In the final chapter of her book Primitive Passions, Rey Chow explores the implications of the use of the concept of cultural translation in comparative literature. Cultural translation is the act of presenting cultural objects in another culture while deliberating explaining the elements of the object which are culturally specific to their original culture. In the words of translation critic James Steintrager, Chow challenges "the claims [in cultural translation theory] made on behalf of cultural expertise obscure the ideological and institutional stakes in the rhetoric of faithfulness: the claim to have better access to a culture and to know what it is really about in all its complexity." Chow challenges these faithfulness arguments by exploring how they interfere with the potentially useful process of clarification that can arise when converting a text from one cultural situation to another. Chow sees the clarification as providing the opportunity for obscured cultural practices to become more "visible as a cultural construct." When reviewing her ideas, Steintrager argues that Chow's discussion of assumptions about faithfulness in cultural translation contentiously highlights how postcolonial studies remains bound to close reading and faithful interpretation, without considering the power of simplification.

==Bibliography==

In addition to publishing a number of academic articles and translations, Chow has published the following books:
- Woman and Chinese Modernity: The Politics of Reading Between West and East. University of Minnesota Press, 1991.

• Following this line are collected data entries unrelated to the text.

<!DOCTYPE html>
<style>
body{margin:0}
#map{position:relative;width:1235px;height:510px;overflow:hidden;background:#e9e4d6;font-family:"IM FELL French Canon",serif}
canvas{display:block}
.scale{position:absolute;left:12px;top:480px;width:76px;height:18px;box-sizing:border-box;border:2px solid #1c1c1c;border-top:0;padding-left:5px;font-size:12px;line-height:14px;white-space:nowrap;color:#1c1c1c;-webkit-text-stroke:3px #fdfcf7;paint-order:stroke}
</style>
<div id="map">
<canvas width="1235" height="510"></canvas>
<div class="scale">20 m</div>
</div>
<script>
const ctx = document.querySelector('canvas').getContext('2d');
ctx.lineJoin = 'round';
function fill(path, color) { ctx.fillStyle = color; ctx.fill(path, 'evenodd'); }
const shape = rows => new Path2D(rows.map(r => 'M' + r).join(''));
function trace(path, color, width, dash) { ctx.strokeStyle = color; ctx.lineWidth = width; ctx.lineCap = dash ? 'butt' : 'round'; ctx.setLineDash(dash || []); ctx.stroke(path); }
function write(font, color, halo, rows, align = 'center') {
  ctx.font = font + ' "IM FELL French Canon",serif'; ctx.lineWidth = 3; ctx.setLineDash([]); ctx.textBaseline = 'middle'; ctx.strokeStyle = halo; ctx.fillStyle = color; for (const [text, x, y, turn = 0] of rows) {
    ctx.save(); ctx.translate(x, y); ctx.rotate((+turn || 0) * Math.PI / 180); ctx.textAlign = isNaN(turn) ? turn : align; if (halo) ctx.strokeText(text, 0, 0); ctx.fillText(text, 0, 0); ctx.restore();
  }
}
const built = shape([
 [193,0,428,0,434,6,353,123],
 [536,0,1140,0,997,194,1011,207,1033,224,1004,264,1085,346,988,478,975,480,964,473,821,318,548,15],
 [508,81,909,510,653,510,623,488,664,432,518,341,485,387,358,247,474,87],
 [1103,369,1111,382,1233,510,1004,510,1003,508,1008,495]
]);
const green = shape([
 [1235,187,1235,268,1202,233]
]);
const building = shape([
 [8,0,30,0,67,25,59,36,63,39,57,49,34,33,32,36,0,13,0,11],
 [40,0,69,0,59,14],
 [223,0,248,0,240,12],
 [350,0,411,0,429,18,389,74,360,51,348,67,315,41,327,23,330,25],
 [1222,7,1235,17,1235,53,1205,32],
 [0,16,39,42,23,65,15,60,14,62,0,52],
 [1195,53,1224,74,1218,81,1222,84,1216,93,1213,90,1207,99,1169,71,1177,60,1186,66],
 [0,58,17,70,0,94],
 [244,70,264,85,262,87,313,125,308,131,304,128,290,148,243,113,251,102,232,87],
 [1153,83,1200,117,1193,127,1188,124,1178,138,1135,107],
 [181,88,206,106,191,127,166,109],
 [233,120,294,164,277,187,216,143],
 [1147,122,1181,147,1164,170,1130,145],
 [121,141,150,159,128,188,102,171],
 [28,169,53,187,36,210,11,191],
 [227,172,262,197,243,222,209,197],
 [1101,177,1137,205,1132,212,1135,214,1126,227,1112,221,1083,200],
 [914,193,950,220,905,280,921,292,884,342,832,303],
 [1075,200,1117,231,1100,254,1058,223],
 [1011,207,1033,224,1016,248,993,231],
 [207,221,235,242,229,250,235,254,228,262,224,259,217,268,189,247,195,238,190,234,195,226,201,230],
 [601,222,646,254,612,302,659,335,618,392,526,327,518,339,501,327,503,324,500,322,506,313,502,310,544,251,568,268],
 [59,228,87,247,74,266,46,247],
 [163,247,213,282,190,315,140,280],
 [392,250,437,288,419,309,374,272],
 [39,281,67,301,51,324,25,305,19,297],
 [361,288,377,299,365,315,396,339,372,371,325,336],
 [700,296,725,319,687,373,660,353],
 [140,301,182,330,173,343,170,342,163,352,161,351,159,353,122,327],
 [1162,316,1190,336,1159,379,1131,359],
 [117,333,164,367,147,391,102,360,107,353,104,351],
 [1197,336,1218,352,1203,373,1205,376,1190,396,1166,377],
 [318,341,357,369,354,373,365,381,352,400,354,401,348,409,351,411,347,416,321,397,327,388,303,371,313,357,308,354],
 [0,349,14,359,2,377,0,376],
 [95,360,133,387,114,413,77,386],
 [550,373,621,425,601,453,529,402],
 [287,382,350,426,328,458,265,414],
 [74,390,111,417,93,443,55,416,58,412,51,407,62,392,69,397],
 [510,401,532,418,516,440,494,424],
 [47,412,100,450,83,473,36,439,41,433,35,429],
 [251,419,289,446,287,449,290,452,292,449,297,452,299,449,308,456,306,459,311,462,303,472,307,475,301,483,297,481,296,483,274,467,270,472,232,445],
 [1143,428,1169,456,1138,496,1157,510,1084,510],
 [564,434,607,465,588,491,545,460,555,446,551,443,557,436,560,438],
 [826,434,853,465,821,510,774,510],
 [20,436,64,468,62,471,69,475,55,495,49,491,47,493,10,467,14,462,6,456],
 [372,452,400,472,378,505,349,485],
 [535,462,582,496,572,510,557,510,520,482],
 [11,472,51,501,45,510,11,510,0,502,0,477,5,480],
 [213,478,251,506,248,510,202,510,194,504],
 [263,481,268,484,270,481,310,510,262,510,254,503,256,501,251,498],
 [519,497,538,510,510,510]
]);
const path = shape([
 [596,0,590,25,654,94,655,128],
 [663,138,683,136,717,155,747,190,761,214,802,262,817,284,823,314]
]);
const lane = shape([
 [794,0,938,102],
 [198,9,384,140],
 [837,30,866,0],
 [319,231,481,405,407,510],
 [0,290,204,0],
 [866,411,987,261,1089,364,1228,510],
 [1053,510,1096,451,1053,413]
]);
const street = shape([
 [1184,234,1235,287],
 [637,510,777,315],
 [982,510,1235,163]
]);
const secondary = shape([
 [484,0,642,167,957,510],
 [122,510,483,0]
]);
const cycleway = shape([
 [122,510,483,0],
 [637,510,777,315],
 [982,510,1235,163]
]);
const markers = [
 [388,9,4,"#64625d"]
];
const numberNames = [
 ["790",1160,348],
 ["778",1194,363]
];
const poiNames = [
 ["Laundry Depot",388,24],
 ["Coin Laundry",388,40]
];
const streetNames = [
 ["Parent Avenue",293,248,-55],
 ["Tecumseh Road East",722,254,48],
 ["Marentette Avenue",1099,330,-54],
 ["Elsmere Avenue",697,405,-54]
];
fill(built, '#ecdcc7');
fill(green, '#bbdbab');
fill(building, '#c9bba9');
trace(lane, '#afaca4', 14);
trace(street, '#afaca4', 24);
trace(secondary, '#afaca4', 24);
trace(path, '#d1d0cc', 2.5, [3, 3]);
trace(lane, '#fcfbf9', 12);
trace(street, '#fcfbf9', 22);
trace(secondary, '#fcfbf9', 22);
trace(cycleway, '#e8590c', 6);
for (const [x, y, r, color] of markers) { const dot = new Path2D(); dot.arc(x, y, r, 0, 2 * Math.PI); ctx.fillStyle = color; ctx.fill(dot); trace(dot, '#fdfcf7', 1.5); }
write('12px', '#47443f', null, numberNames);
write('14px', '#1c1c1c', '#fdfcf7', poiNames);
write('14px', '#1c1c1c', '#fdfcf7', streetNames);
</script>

- Writing Diaspora: Tactics of Intervention in Contemporary Cultural Studies. Indiana University Press, 1993.
  - Xie zai jia guo yi wai [寫在家國以外]. Hong Kong: Oxford University Press, 1995.
- Primitive Passions: Visuality, Sexuality, Ethnography, and Contemporary Chinese Cinema.Columbia University Press, 1995.
- Ethics after Idealism: Theory – Culture – Ethnicity – Reading. Indiana University Press, 1998.
- The Protestant Ethnic and the Spirit of Capitalism. Columbia University Press, 2002.
- Il sogno di Butterfly: costellazioni postcoloniali. Rome: Meltemi Editore, 2004. Translated by M.R. Dagostino.
- The Age of the World Target: Self-Referentiality in War, Theory, and Comparative Work. Duke University Press, 2006.
- Sentimental Fabulations, Contemporary Chinese Films: Attachment in the Age of Global Visibility. Columbia University Press, 2007.
- The Rey Chow Reader. New York: Columbia University Press, 2010.
- Entanglements, or Transmedial Thinking about Capture. Duke University Press, 2012.
- Not Like a Native Speaker: On Languaging as a Postcolonial Experience. Columbia University Press, 2014.
- A Face Drawn in Sand: Humanistic Inquiry and Foucault in the Present. Columbia University Press, 2021.